Tahun pertama tidak terlalu buruk , tidak ada kasus lokal. Tapi tahun kedua [2021], saat itu pemerintah mengizinkan semua orang untuk melakukan perjalanan pulang ke kampung halaman mereka. Tiba-tiba ada orang yang kembali dari jauh seperti Manila yang ternyata positif covid-19.
"Ketika orang mengetahui bahwa mereka akan dikarantina, mereka bereaksi keras. Saya menerima ancaman pembunuhan. Orang-orang mengatakan mereka ingin menembak saya,” ungkap Dr Alena.
Dia memahami alasan di balik itu. Penduduk setempat hidup dalam kondisi bertahan hidup sehari-hari. Apa pun yang mereka berhasil tangkap pada pagi harinya, itu menjadi makanan mereka untuk malam hari. Jika mereka tidak dapat pergi memancing, mereka akan merasakan rasa lapar.
Rela Tinggalkan Tunangan Demi Mengabdi
Dr Alena ikut membagikan perasaannya yang gundah saat praktik di pulau terpencil. Sedikitnya ada 13 ribu penduduk di sana yang harus ia tangani sebagai pasien. Insiden percekcokan dengan warga setempat membuatnya merasa kesepian. Mengingat ia punya niat baik agar orang-orang selamat dan sehat.
Jauh dari pelukan masyarakat setempat, Alena, yang telah meninggalkan tunangannya di Manila yang jauh, kini dibenci sebagai penegak pemerintah. "Ada hari-hari ketika saya tidak bisa berbuat apa-apa selain menangis. Ada banyak air mata," katanya.
Untuk mengurangi kesepian dia mulai mengadopsi anjing. Bruno bertubuh besar dengan ekor besar yang tidak pernah berhenti bergoyang-goyang, sedangkan Vigly bertubuh kecil dan pemalu. Kedua anjing itu selalu mengikutinya kemana-mana.
"Saya menghabiskan banyak waktu pergi ke pantai bersama mereka dan menyaksikan matahari terbenam. Saya juga mulai menggambar. Gambar saya tidak bagus, tapi ini semacam terapi seni."
Advertisement
‘Nyonya Obat’ Mengobati Berbagai Macam Penyakit
Dr Alena kini dijuluki sebagai Nyonya obat oleh warga setempat. Tak heran jika berbagai macam penyakit ia tangani. Termasuk stroke yang menimpa seorang pria berusia 50-an. Sebelum datang ke pulau terpencil itu, Alena sempat beranggapan orang-orang di sana bakal punya taraf hidup sehat dan kebiasaan hidup yang baik.
Alena Yap mencatat selain patah tulang, warga penduduk pulau Agutaya banyak yang menderita tuberkulosis (TB). Tak hanya itu, ia kerap menangani pasien yang mengidap demam berdarah (DBD). Lebih dari itu, sakit batuk dan pilek hingga penyakit kulit dan kelamin menjadi kesibukannya sehari-hari.
Ia juga kerap membantu pasien yang mengalami kritis dan harus segera dilakukan penanganan. Namun tak sedikit masyarakat pulau terpencil di Filipina itu harus pasrah karena faktor biaya.

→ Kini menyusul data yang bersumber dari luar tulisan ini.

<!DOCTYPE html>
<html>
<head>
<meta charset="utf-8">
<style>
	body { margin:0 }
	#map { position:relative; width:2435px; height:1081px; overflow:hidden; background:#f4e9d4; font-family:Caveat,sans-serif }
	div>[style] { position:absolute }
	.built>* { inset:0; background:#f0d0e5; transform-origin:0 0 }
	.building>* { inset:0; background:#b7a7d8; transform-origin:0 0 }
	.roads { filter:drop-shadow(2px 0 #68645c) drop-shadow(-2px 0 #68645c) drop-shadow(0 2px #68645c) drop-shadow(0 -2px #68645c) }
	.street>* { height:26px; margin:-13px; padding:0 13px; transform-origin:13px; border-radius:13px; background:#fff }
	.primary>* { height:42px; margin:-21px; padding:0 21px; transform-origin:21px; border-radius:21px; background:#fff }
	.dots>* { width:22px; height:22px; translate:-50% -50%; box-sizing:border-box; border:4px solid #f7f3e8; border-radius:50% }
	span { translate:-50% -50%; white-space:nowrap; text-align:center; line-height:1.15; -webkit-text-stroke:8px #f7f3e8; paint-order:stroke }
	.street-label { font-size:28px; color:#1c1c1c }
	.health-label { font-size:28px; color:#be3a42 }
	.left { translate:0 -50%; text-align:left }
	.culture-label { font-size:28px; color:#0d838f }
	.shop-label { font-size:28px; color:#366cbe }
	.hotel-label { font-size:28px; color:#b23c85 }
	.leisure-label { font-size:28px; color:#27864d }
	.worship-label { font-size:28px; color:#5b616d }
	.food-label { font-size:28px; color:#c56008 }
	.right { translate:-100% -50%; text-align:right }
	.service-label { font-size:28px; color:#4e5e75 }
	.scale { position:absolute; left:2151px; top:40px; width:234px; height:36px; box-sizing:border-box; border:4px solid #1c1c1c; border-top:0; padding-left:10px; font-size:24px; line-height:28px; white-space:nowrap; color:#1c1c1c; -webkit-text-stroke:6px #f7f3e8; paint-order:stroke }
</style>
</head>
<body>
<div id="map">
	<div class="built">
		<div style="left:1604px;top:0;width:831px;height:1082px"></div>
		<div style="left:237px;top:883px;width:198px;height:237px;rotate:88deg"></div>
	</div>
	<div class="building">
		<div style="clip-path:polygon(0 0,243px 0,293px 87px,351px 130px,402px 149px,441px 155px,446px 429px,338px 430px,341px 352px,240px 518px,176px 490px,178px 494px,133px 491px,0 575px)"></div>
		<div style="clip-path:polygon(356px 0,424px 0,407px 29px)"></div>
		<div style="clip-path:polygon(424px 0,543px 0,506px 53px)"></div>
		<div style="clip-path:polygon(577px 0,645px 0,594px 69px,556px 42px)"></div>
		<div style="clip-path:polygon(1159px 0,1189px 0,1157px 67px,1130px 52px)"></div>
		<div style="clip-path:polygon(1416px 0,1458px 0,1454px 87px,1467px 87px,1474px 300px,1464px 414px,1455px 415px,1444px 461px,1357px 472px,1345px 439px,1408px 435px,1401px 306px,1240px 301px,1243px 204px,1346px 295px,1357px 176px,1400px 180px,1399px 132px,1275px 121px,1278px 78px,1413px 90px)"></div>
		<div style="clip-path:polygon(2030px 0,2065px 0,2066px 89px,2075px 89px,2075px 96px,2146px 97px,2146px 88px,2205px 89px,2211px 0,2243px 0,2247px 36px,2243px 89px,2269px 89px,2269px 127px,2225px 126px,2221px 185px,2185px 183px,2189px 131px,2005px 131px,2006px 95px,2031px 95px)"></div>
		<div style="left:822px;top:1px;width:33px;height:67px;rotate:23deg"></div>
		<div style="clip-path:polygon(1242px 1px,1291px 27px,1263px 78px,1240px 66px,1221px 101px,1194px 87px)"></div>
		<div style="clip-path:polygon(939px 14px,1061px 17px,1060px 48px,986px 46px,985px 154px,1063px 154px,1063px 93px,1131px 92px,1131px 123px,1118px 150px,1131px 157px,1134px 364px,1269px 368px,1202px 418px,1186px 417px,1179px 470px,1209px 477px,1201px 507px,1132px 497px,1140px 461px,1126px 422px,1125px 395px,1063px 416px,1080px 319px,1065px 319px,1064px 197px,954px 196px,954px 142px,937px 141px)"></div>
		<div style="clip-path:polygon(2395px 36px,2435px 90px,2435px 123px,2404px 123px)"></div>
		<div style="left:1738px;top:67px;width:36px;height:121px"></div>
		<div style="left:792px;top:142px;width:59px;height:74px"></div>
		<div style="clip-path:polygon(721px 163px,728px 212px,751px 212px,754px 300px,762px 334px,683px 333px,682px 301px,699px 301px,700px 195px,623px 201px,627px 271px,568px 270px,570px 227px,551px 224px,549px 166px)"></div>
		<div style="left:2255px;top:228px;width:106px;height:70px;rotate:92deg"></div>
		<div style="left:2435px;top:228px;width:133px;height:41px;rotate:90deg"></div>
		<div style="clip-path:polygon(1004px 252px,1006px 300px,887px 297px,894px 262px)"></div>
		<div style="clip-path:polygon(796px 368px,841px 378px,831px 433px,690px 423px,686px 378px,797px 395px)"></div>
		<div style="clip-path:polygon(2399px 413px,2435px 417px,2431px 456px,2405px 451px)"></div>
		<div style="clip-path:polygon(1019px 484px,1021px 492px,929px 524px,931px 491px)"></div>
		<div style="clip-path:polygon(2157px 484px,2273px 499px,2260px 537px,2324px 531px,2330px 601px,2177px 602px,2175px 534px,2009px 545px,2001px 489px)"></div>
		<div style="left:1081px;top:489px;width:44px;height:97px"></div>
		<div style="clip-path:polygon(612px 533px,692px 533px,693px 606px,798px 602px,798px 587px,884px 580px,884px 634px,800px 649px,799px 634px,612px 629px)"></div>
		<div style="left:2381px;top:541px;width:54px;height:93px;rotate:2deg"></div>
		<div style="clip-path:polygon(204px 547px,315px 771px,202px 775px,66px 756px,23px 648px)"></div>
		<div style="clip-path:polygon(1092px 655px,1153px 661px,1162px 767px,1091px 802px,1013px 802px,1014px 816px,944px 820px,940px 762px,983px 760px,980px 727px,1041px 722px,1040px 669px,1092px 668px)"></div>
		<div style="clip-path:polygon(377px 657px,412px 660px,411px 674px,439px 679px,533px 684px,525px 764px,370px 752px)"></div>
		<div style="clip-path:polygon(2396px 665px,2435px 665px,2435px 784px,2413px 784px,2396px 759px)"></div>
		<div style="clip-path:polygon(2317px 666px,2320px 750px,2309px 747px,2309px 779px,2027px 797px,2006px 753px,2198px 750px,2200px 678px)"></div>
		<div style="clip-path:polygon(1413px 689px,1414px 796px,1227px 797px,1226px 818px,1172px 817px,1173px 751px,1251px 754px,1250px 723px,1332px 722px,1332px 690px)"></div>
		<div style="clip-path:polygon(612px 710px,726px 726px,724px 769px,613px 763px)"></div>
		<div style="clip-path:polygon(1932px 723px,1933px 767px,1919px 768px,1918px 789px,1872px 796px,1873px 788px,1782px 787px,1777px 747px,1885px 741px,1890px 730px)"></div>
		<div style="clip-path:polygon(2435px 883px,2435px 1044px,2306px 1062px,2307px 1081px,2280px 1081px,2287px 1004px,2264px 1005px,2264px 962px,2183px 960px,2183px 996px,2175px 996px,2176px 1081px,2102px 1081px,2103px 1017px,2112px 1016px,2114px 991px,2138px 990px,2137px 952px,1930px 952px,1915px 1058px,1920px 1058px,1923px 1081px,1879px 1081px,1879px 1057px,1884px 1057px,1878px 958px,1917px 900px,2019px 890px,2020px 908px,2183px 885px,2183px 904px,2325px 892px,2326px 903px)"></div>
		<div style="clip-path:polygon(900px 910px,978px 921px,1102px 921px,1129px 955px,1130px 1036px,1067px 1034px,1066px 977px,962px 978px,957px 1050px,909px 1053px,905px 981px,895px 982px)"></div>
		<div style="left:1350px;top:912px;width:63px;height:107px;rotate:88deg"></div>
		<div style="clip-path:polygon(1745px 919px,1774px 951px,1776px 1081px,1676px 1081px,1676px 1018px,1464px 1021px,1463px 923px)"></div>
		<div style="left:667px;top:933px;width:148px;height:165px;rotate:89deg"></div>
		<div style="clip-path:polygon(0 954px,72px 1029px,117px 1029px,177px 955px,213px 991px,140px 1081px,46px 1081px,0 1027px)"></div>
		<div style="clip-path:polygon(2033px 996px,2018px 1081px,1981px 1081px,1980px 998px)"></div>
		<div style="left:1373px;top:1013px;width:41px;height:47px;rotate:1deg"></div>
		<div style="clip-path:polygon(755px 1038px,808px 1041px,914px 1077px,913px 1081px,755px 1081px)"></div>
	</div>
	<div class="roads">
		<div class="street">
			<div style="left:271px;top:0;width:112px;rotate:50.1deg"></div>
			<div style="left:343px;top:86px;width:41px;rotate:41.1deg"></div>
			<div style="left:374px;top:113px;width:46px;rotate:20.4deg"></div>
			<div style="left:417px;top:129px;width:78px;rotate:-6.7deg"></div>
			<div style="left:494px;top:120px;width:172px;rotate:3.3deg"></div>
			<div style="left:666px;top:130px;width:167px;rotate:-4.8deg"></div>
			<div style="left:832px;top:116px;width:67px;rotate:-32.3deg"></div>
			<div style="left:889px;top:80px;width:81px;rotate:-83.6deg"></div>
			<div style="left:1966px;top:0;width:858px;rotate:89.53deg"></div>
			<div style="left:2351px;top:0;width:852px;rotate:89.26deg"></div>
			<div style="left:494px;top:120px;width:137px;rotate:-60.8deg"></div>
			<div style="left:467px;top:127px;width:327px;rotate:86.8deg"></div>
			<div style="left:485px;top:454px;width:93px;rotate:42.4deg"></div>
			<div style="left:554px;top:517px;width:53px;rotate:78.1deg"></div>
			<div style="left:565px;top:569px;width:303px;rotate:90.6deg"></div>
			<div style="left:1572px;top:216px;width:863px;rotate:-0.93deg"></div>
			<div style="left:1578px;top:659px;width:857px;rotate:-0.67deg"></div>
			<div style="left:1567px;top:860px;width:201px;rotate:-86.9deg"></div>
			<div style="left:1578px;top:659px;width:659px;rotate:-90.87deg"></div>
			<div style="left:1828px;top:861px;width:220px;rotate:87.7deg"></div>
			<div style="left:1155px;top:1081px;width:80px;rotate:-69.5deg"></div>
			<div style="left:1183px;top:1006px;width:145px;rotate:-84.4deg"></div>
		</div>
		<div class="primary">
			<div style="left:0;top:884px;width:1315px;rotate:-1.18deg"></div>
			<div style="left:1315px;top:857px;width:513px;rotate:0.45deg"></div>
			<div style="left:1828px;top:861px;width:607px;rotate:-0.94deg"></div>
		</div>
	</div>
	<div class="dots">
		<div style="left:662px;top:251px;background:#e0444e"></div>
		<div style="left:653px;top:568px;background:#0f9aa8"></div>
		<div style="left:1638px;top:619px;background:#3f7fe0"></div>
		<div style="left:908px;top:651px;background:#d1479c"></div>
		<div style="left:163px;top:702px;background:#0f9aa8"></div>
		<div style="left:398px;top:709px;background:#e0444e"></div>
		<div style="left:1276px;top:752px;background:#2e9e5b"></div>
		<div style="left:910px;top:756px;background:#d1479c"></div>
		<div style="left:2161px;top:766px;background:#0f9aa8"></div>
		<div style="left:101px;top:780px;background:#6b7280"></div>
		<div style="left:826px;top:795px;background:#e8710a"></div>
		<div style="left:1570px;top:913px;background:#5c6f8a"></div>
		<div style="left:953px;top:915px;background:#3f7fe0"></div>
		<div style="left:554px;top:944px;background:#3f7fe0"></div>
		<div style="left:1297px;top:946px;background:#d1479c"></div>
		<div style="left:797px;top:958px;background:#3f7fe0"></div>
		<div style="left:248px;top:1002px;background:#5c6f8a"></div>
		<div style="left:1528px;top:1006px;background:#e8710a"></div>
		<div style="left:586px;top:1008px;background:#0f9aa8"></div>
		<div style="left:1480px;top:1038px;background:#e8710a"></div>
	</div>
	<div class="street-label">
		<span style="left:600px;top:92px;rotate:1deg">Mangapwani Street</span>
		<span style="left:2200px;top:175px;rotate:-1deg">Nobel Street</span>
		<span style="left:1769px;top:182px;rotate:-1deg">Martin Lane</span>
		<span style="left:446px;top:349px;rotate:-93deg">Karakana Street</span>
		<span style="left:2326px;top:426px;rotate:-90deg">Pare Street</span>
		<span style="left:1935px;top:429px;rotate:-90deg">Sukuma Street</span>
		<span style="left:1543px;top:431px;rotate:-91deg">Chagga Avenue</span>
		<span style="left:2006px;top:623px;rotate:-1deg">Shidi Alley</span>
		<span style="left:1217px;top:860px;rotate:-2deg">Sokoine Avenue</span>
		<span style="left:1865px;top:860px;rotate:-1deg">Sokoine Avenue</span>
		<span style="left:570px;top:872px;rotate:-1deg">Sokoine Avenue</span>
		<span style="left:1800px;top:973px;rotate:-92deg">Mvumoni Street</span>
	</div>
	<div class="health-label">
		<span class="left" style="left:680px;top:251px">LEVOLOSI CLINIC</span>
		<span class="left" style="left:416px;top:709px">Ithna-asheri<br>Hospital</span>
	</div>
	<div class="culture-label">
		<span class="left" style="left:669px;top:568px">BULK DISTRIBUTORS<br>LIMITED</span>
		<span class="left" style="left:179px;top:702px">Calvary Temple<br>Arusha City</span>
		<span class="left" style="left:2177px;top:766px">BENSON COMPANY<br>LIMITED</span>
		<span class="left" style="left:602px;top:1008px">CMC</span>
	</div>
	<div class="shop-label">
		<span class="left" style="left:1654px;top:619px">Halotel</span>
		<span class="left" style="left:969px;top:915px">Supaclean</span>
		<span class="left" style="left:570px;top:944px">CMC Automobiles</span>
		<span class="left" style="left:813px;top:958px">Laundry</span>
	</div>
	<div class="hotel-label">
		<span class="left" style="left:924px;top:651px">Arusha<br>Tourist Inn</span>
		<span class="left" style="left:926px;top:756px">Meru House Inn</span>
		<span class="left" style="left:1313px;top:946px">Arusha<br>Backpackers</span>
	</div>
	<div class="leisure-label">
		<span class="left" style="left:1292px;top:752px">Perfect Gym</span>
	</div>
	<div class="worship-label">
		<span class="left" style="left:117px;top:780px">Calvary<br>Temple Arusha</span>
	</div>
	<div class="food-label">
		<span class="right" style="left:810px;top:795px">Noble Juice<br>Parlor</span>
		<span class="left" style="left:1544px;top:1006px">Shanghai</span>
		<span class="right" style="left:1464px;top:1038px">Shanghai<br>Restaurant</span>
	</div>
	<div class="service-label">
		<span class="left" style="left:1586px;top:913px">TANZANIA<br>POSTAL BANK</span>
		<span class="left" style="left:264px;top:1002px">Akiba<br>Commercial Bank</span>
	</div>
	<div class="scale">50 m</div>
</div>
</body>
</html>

Setelah kembali ke Manila, dalam beberapa minggu terakhir ini, Dr. Alena mengungkapkan rasa kekecewaan dan bahkan sikap sinis terhadap pengalamannya bekerja untuk pemerintah daerah. Meskipun ditawari posisi di bidang administrasi kesehatan provinsi di Palawan, dia menolaknya. Sebaliknya, dia bermaksud untuk bekerja di organisasi amal medis atau lembaga swadaya masyarakat (LSM).